26. Drowning
26
DROWNING
Cassian topped his glass off with bourbon. The muscles in his arms flexed before he downed it in a single gulp. The fiery liquid enhanced the emotion thrumming throughout his system.
He will never remember me.
We will never get back what we had.
Why did I agree to do it?
I should have never let him drink the potion.
We could’ve figured out another way.
He would be forever forced to meet the look of resentment on Finnian’s face. All because of their altered memories in Finnian’s mind that Cassian knew nothing of.
He would’ve painted me as a monster.
No hesitation, he’d said.
Cassian’s chest caved. He inhaled, but it felt impossible to fill his lungs.
His grip tightened around the glass, and he squeezed, shattering the drinkware. Broken shards sliced the skin of his palm, the insides of his fingers.
It was supposed to end. Finnian’s memories were supposed to return. Cassian hadn’t thought about what he would do if they failed to come back. The thought had been too devastating to consider.
How could I be so na?ve?
Because it would have drowned you.
He shouted and grabbed the bottle of bourbon and sent it flying across the room. It crashed into the wall. Liquor and broken glass made an amber mess on the floor.
He grabbed another bottle and slung it as well. And another, screaming, spit flying out of his mouth. Memories of the past burned behind his eyes—flickers of Finnian’s smile, the dimples in his cheeks, the tender recognition in his gaze as it fell onto Cassian.
His fists came down on the bar cart, breath heavy, pieces of hair falling into his eyes.
“I must say, it pleases me to see you so distraught.”
Cassian’s spine stiffened at the alluring melody of her voice.
Through his ardor, he felt the distinct plush of her divine energy seeping into the room.
He pushed a hand through his hair, taking a moment to relax the corded muscles bulging in his neck before spinning around. “What do you want?”

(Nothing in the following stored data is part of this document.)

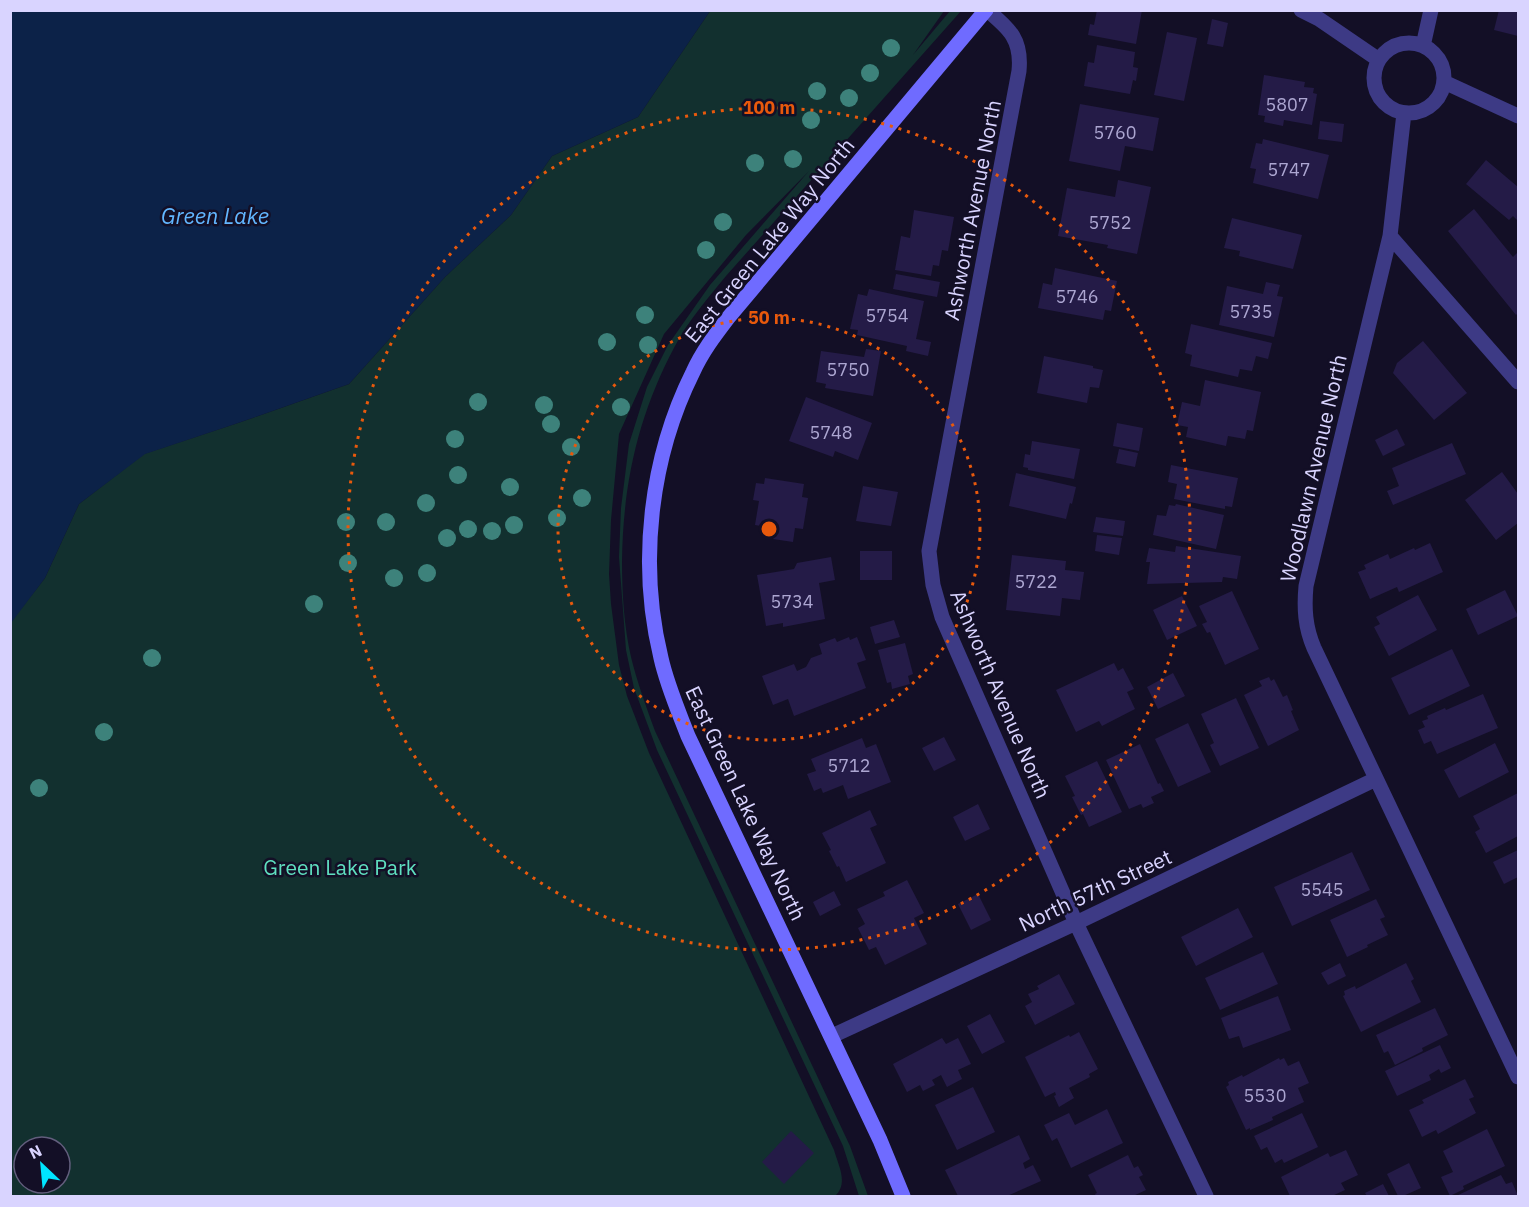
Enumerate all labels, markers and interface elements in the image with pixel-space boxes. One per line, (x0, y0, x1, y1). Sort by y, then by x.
house number: 5807 (1265, 93, 1309, 116)
text: 100 m (743, 96, 795, 119)
street label: Ashworth Avenue North (937, 97, 1007, 323)
house number: 5760 (1093, 121, 1137, 144)
street label: East Green Lake Way North (678, 132, 860, 348)
house number: 5747 (1267, 158, 1311, 181)
water label: Green Lake (161, 201, 269, 230)
house number: 5752 (1088, 211, 1132, 234)
house number: 5746 (1055, 285, 1099, 308)
house number: 5735 (1229, 300, 1273, 323)
house number: 5754 (865, 304, 909, 327)
text: 50 m (748, 306, 790, 329)
street label: Woodlawn Avenue North (1273, 351, 1353, 585)
house number: 5750 (826, 358, 870, 381)
house number: 5748 (809, 421, 853, 444)
centre of rings (759, 519, 779, 539)
house number: 5722 (1014, 570, 1058, 593)
street label: Ashworth Avenue North (944, 585, 1058, 803)
house number: 5734 (770, 590, 814, 613)
street label: East Green Lake Way North (679, 681, 813, 925)
house number: 5712 (827, 754, 871, 777)
street label: North 57th Street (1014, 842, 1176, 938)
park label: Green Lake Park (263, 853, 417, 881)
house number: 5545 (1300, 878, 1344, 901)
house number: 5530 (1243, 1084, 1287, 1107)
north arrow (12, 1135, 72, 1195)
text: N (26, 1140, 45, 1163)

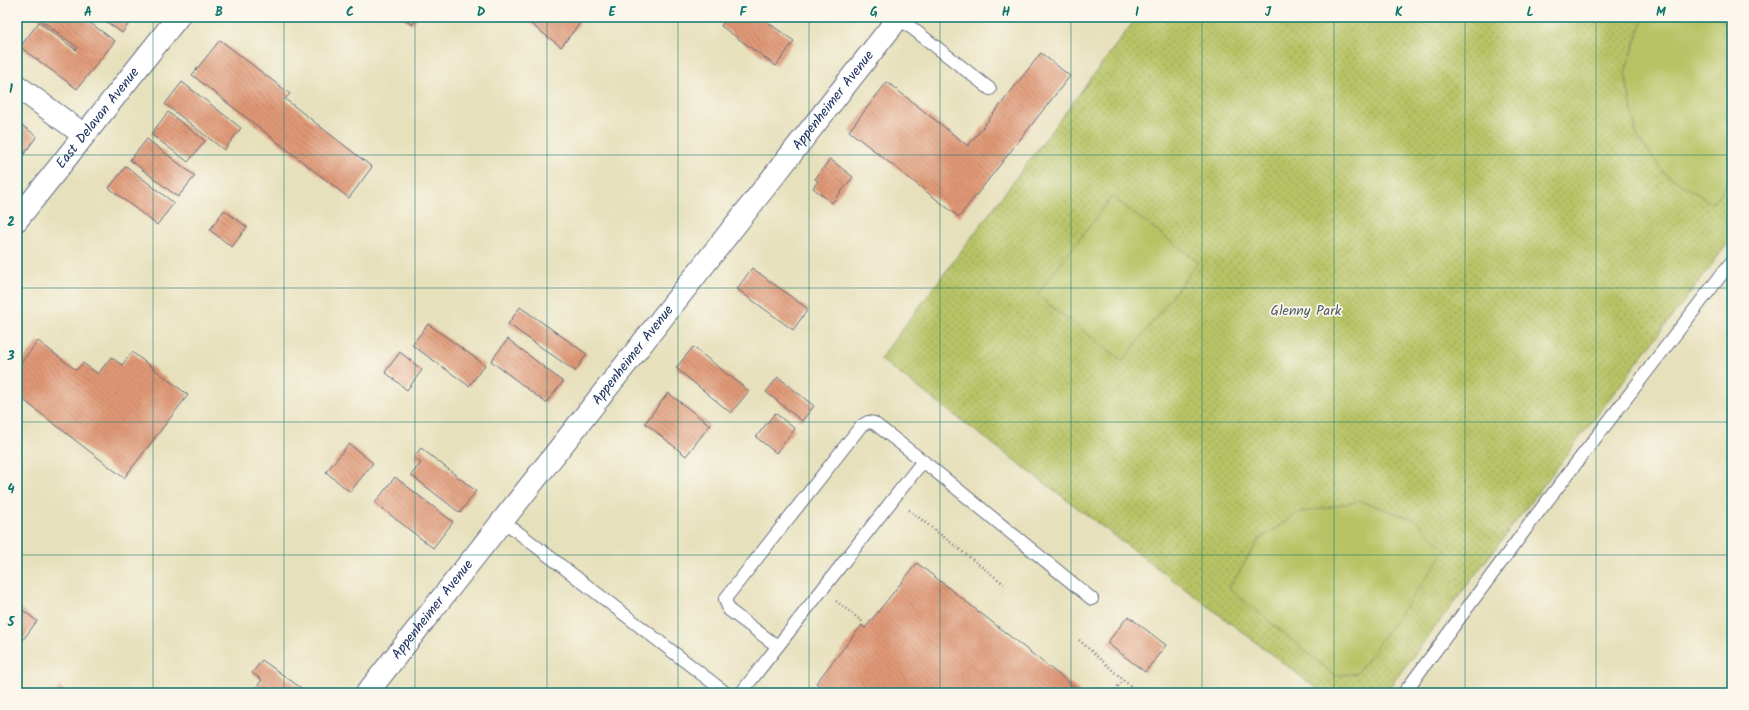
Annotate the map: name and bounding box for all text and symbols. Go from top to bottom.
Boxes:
text: A [84,2,92,23]
text: B [215,2,223,23]
text: C [346,2,354,23]
text: D [477,2,486,23]
text: E [608,2,616,23]
text: F [739,2,747,23]
text: G [870,2,878,23]
text: H [1002,2,1011,23]
text: I [1135,2,1139,23]
text: J [1265,2,1272,23]
text: K [1395,2,1403,23]
text: L [1526,2,1534,23]
text: M [1656,2,1666,23]
street label: Appenheimer Avenue [787,45,880,155]
street label: East Delavan Avenue [51,62,145,174]
text: 1 [9,79,13,100]
text: 2 [7,212,15,233]
street label: Appenheimer Avenue [587,300,680,410]
park label: Glenny Park [1271,300,1342,322]
text: 3 [6,346,15,367]
text: 4 [7,479,15,500]
street label: Appenheimer Avenue [386,554,479,664]
text: 5 [7,612,16,633]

Ruelle sat with one leg crossed over the other, the slit of her rose-lace dress riding up her thigh and over her hip. She was settled back in the chair with her elbow propped on the arm, gripping her chin. “I hear you have taken the young god into custody.”
Cassian glowered at her, longing to choke the life out of her sparkling gemstone gaze.
When he did not reply, she continued. “It appears he is in possession of the Himura demigod’s blood.”
Cassian had watched her carefully over the past century and a half. With Finnian’s memories altered and with him despising Cassian, their threads had been separated by their own volition. She could not meddle if there was nothing to meddle in. However, it seemed now that Finnian was back in Cassian’s realm, she was suspicious.
He obsessively turned over the fact in his mind as he stared at her.
His mouth went dry, and he swallowed, casually placing his hands inside his pockets. “It is a dangerous item for someone like him to possess.”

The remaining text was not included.